This would mean of course that the entry points will be the top nodes, and the size would be many times more than the total size because shared dependencies would be counted many times. Perhaps the color could be used to indicate the amount of importers of a module.
It would allow determining which modules could be loaded async or should be optimized for size. A single big block with a low-count color would indicate a heavy dependency that could use optimization.
Debug info
How do you use this module? As CLI utility or as plugin?
CLI
I don't think it's possible. How it should work if module A imports something from module B and vice versa? It's a perfectly valid situation in ES modules.
First import wins, and the circular import is ignored? For the display it doesn't really matter which one wraps which one since they're conceptually one block?
I don't understand how it should work. For example, you have 100 components that import react and 10 other vendor libs. Do you want all of them to have react and all these libs as children in the treemap? Why do you need it? How will it help you?
Ah yes react. How about dividing the size of libs by their number of imports? So React would be amortized over 100 components but that one tooltip library that imports jsdom would show up as huge.
I'm hoping that such a view would quickly show lone imports that add a lot to the bundle size, since they would show up as the biggest blocks relative to their siblings.
How it should work if module A imports something from module B and vice versa? … I don't understand how it should work. For example, you have 100 components that import react and 10 other vendor libs. Do you want all of them to have react and all these libs as children in the treemap
There are topological sort algorithms, like Tarjan, that will convert a cyclic graph to an acyclic one where certain vertices represent more than one vertex from the unsorted graph (that is, each strongly connected component of the unsorted graph becomes one vertex of the sorted graph).
Here's a use case I encountered today:
I used webpack-bundle-analyzer on a project I am working on. It's not clear from the image, but over half of the space is taken up just by the "cbor" library. Bignumber, stream-browserify and the node compatibility libraries all are dependencies of cbor and only cbor. Because I was looking at my dependencies closely, I'm able to notice that all those big boxes are things that didn't exist before I imported cbor. But if I hadn't been paying so much attention I probably wouldn't have notice— and certainly, even knowing cbor must be the real culprit, it's hard for me to get an intuitive sense of "how much" space cbor is really taking up (which is, of course, the point of a graphical space viewer in the first place). In other words, cbor's pattern of "small library, large dependencies" is allowing it to slightly defeat the purpose of webpack-bundle-analyzer— it is allowing it to take up a lot of room without it being easy to notice.

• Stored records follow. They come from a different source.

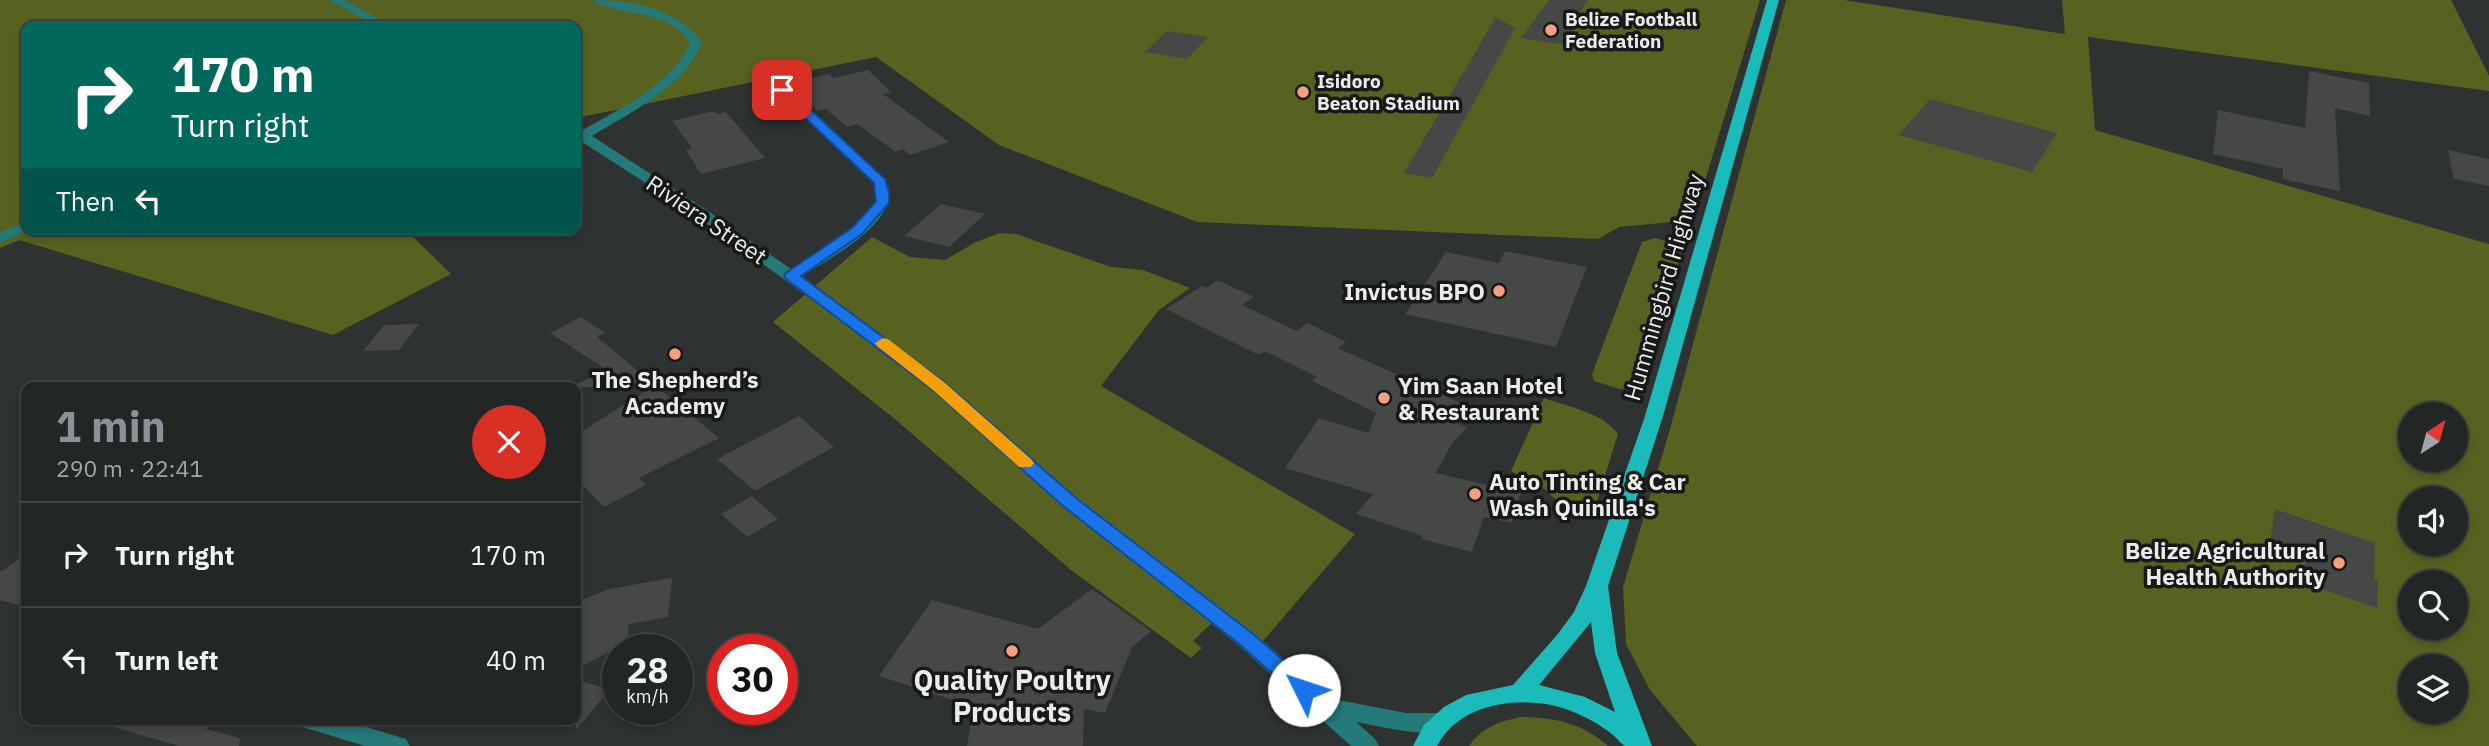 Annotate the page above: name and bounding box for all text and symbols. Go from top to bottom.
place label: Belize Football Federation [1565,7,1697,53]
marker: Belize Football Federation [1543,22,1559,38]
text: 170 m [171,42,315,105]
icon: right [56,49,147,140]
pin [752,60,812,120]
place label: Isidoro Beaton Stadium [1317,69,1460,115]
icon: arrive [763,71,801,109]
marker: Isidoro Beaton Stadium [1295,84,1311,100]
text: Turn right [171,104,309,146]
street label: Riviera Street [641,168,773,270]
street label: Hummingbird Highway [1616,170,1710,404]
icon: left [129,182,167,220]
text: Then [56,184,115,218]
place label: Invictus BPO [1344,276,1485,306]
marker: Invictus BPO [1491,283,1507,299]
marker: The Shepherd’s Academy [667,346,683,362]
place label: The Shepherd’s Academy [591,364,759,420]
place label: Yim Saan Hotel & Restaurant [1398,370,1563,426]
marker: Yim Saan Hotel & Restaurant [1376,390,1392,406]
text: 1 min [56,399,166,454]
north arrow [2398,402,2468,472]
map controls [2398,402,2468,724]
button: close [472,405,546,479]
text: 290 m · 22:41 [56,453,203,483]
place label: Auto Tinting & Car Wash Quinilla's [1489,466,1686,522]
marker: Auto Tinting & Car Wash Quinilla's [1467,486,1483,502]
button: sound [2398,486,2468,556]
place label: Belize Agricultural Health Authority [2125,535,2326,591]
icon: right [56,536,94,574]
text: Turn right [115,538,234,572]
text: 170 m [470,538,546,572]
marker: Belize Agricultural Health Authority [2331,555,2347,571]
button: search [2398,570,2468,640]
speed limit sign: 30 [707,634,798,725]
icon: left [56,641,94,679]
text: Turn left [115,643,218,677]
text: 40 m [486,643,546,677]
marker: Quality Poultry Products [1004,643,1020,659]
text: 28 [626,647,669,693]
position arrow [1267,653,1341,727]
button: layers [2398,654,2468,724]
place label: Quality Poultry Products [913,661,1111,730]
text: km/h [626,685,669,708]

I agree that if you have many packages that depend on many other packages, there's no real way to draw that in a useful way. I can think of two ways (not mutually exclusive) to handle the "multiple packages, one dependency" problem:
- Highlight packages which are specifically included in package.json (instead of being pure dependencies) with a special color. If a section of the dependency tree is exclusively included because of exactly one of the package.json packages, stick it in the same box.
- Have some way to select a specific package and say "highlight all this package's dependencies (or sort them underneath), and tell me how much space it's taking up with its dependencies".

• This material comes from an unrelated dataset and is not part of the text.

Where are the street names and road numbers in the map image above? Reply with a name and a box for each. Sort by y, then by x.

The first approach would cause dependencies which are there "because of" a specific package to jump out, intuitively and without having to really think about it. The second approach would help in a situation where you know that your problem is dependencies, and you're going around in a systematic way trying to check each of your toplevel dependencies trying to see how much of the dependency graph they depend on. If you check two different toplevel packages, and you notice there's a single large dependency that only highlights for those two toplevel packages, that will maybe help you realize you can remove two toplevel packages and get a large space savings.
Great ideas! In fact, I'd like to see indirect dependencies in a different background color, so you can see without highlighting how much is actually used by direct imports.
And when you hover on a dependency, highlighting all its dependencies (all the way to the leaves) would indeed be great
If anyone has the willingness to create a proof of concept about some of these ideas, it would be amazing! Then we'd know how big a task such a feature would be, and decide if it fits in the scope of webpack-bundle-analyzer :relaxed:.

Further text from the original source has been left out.